Start of Block

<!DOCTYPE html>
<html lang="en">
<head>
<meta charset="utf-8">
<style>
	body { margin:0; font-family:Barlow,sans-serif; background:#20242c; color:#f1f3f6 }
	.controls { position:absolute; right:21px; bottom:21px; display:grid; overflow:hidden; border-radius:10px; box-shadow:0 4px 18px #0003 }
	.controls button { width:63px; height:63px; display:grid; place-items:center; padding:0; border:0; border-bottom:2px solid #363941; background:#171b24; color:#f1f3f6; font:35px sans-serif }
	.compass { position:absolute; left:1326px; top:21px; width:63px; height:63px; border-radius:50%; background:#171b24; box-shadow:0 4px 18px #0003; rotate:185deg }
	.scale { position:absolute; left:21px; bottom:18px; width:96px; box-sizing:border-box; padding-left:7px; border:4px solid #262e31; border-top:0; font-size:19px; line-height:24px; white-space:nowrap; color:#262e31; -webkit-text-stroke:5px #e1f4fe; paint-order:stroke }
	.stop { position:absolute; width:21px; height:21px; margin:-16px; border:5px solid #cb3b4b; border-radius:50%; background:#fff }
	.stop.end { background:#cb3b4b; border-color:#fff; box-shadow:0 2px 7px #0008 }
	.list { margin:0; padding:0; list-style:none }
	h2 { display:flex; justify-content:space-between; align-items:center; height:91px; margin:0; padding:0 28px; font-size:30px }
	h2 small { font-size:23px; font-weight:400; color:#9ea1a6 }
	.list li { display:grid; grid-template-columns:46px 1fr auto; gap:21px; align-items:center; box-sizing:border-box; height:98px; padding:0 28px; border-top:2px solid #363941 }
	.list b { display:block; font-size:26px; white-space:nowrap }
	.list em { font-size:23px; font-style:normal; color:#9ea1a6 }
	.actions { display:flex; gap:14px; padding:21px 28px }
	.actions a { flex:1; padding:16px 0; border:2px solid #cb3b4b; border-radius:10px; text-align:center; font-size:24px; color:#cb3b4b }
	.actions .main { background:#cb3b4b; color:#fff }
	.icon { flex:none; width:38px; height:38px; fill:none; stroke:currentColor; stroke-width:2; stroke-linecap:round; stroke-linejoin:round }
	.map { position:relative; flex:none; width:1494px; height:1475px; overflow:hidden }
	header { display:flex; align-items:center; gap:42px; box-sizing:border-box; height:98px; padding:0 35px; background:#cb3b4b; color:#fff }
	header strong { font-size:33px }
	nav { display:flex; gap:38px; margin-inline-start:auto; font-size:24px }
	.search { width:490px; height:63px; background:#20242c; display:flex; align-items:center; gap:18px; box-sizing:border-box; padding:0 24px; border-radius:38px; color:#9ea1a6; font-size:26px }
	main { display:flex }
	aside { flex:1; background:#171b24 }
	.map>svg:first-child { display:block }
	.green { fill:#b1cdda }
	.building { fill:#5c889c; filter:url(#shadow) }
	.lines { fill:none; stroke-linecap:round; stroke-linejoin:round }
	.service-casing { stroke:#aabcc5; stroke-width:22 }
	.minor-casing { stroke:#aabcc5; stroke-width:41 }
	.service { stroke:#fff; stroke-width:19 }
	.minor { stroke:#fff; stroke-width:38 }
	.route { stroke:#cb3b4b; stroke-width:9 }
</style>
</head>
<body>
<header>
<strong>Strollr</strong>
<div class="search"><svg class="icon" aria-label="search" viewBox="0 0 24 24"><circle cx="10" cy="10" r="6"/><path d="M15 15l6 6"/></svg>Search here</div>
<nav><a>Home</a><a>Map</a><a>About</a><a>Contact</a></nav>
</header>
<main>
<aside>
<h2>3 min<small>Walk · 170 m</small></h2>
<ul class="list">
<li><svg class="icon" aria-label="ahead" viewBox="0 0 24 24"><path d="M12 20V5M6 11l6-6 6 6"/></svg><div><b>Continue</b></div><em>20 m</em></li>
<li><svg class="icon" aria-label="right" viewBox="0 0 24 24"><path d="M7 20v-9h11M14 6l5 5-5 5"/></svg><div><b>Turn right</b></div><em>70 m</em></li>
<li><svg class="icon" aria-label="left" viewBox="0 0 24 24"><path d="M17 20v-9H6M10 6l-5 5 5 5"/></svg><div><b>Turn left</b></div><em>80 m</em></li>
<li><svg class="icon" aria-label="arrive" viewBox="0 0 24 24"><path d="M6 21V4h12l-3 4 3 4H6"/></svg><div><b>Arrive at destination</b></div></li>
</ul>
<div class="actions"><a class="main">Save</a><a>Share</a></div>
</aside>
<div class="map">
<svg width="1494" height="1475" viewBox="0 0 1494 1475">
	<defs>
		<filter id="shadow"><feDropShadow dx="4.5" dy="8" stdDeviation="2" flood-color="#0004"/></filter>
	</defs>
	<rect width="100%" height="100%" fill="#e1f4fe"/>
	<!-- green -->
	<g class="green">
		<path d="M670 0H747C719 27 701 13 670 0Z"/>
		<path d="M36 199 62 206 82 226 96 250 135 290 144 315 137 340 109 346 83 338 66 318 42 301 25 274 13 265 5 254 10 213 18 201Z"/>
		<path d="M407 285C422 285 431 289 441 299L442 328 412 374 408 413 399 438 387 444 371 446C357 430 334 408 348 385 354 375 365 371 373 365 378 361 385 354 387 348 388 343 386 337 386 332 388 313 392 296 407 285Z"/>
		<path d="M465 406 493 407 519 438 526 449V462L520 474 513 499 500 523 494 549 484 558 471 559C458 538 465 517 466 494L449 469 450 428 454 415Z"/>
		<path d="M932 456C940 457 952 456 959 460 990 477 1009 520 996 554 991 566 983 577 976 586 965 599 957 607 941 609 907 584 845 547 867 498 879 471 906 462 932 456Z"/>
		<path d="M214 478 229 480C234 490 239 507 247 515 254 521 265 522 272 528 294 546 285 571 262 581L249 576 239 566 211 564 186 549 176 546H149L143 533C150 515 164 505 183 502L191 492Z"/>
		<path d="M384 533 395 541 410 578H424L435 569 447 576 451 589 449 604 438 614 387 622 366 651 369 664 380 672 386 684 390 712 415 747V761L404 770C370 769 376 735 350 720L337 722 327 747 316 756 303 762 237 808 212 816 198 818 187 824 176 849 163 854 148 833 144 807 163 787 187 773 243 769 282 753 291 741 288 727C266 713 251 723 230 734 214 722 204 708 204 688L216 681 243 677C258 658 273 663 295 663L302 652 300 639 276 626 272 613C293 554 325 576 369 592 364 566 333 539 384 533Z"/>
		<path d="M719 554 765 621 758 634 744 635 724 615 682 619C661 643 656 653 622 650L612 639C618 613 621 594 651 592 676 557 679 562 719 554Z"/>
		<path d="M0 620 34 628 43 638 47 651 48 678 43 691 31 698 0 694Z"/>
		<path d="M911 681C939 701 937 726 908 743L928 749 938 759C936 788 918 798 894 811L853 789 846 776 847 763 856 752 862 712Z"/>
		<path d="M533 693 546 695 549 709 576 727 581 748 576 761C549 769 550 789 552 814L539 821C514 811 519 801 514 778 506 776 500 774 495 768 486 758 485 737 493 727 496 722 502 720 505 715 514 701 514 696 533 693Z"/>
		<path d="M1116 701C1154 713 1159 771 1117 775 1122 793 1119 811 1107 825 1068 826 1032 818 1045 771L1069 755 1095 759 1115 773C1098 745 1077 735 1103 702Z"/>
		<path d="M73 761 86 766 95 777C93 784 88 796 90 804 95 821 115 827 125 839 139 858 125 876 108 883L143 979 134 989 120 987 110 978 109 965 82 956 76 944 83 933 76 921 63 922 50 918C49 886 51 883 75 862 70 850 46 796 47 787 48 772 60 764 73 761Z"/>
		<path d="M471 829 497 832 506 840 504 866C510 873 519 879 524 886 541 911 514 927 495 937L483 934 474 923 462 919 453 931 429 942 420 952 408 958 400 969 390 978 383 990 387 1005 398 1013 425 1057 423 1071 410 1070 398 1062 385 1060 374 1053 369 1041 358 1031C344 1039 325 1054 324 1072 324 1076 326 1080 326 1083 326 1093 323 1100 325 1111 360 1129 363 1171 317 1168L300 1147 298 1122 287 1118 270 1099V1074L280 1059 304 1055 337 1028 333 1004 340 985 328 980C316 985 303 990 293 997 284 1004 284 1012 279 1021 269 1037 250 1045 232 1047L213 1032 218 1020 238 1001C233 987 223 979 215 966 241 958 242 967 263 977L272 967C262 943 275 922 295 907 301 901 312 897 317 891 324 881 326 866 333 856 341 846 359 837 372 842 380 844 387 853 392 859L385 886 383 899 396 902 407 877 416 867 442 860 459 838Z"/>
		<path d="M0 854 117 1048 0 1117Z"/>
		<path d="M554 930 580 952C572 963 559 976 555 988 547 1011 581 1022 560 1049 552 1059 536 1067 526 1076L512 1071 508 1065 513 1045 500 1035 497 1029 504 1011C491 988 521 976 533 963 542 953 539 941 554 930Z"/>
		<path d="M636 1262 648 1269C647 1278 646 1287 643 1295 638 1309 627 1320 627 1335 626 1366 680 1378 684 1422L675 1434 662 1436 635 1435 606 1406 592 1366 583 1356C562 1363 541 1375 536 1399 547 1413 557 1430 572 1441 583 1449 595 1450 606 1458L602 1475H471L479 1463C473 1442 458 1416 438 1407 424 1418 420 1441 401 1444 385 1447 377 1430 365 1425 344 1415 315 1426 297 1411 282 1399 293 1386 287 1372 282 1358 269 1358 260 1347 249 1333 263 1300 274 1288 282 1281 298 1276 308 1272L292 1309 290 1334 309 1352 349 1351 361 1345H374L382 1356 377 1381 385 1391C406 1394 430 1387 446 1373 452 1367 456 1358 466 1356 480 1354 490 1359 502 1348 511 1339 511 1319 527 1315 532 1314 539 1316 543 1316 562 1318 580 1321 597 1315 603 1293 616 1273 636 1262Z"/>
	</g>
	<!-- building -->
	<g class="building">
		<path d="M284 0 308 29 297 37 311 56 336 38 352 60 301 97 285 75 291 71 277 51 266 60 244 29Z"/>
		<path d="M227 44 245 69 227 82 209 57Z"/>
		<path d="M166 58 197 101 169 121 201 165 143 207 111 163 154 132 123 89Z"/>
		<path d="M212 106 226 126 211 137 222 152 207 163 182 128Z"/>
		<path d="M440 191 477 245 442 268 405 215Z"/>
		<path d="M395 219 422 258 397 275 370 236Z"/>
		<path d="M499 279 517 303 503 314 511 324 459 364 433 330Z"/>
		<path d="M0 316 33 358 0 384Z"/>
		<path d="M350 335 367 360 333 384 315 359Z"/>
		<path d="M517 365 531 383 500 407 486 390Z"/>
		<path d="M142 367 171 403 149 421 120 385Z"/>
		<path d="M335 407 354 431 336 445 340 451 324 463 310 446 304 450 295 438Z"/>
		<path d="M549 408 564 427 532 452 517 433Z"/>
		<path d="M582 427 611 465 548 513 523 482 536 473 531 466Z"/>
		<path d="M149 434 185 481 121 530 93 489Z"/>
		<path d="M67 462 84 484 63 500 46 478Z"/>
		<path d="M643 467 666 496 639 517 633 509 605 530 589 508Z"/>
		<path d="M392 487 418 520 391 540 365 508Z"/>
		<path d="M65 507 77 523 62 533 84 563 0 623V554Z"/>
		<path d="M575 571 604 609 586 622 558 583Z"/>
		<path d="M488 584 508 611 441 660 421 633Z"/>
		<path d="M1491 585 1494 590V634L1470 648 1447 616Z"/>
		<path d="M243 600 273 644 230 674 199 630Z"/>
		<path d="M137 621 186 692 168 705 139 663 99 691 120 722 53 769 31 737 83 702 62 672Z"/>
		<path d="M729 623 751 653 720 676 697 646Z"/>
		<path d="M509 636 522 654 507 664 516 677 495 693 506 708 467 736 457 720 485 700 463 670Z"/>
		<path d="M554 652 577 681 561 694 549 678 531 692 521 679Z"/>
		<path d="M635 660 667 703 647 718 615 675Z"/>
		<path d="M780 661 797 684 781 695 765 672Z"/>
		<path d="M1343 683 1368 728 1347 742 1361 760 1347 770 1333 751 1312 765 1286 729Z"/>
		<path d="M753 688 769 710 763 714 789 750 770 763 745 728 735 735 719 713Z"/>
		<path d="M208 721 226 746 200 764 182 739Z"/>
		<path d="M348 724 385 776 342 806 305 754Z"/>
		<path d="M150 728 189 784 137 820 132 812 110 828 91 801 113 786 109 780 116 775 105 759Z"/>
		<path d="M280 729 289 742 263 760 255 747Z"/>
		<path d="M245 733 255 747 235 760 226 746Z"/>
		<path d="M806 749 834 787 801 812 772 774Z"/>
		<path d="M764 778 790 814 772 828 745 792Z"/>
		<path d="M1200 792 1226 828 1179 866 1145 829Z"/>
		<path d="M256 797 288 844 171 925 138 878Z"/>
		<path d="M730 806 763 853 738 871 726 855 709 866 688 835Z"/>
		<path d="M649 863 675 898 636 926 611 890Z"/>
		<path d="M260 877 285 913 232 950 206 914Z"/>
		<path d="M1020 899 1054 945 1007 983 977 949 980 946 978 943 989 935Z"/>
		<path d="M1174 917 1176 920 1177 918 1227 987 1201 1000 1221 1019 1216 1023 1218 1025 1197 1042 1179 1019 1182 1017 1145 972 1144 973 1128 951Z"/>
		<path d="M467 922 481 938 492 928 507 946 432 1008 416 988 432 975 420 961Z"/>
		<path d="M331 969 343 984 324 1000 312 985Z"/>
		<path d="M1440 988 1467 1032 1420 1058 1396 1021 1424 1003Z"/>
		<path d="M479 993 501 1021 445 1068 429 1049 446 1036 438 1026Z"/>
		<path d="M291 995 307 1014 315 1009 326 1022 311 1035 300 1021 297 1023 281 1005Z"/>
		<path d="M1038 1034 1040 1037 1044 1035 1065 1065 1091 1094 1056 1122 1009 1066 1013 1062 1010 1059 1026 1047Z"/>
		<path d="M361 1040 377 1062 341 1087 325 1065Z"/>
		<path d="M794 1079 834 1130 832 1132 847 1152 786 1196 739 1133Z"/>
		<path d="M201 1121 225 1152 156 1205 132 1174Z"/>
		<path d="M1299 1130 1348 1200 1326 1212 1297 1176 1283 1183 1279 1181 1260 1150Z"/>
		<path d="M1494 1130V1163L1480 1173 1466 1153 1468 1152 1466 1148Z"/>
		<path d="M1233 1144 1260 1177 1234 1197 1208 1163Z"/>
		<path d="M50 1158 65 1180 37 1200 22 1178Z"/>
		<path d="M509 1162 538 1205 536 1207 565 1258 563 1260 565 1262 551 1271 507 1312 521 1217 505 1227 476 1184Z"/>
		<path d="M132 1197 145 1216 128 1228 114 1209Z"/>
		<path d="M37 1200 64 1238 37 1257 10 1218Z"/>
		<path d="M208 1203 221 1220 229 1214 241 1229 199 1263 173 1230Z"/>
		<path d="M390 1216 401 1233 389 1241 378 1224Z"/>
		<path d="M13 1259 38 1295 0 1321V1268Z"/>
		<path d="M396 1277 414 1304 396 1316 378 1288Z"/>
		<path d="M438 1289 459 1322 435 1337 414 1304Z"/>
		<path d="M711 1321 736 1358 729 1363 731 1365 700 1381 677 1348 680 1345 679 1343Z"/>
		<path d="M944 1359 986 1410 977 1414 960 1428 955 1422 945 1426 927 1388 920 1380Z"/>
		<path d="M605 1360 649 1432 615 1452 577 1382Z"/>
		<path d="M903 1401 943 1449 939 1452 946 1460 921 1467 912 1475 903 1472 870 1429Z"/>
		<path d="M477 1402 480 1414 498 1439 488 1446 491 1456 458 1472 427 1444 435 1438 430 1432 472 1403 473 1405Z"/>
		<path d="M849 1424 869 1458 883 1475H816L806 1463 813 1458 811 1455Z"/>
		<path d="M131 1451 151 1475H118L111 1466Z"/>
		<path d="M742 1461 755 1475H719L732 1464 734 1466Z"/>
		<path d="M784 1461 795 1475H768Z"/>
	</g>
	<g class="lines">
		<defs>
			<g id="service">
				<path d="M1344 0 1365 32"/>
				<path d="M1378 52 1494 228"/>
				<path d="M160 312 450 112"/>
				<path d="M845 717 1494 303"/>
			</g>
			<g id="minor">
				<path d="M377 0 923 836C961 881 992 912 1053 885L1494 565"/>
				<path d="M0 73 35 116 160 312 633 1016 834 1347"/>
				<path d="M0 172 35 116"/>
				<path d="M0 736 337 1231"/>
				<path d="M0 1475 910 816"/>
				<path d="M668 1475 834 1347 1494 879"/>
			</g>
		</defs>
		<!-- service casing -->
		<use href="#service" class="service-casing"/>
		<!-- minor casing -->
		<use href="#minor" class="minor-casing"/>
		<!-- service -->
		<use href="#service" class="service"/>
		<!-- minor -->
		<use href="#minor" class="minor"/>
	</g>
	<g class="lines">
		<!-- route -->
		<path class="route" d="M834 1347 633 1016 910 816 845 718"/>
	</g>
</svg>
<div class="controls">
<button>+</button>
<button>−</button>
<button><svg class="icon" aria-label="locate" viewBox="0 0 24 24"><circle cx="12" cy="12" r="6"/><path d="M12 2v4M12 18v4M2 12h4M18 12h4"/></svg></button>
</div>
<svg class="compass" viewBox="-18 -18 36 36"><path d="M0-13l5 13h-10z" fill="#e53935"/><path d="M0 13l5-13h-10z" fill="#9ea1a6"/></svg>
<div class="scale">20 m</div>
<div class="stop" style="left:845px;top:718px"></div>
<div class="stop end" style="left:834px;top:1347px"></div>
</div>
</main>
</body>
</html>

End of Block

▶ _What to do_
Keep both end lines and retype everything in the records above from the line containing "display:flex; justify-content:space-between; align-items:center;" through the line containing "display:grid; grid-template-columns:46px 1fr", exactly, with nothing else.

▶ _Reply to the exercise_
	h2 { display:flex; justify-content:space-between; align-items:center; height:91px; margin:0; padding:0 28px; font-size:30px }
	h2 small { font-size:23px; font-weight:400; color:#9ea1a6 }
	.list li { display:grid; grid-template-columns:46px 1fr auto; gap:21px; align-items:center; box-sizing:border-box; height:98px; padding:0 28px; border-top:2px solid #363941 }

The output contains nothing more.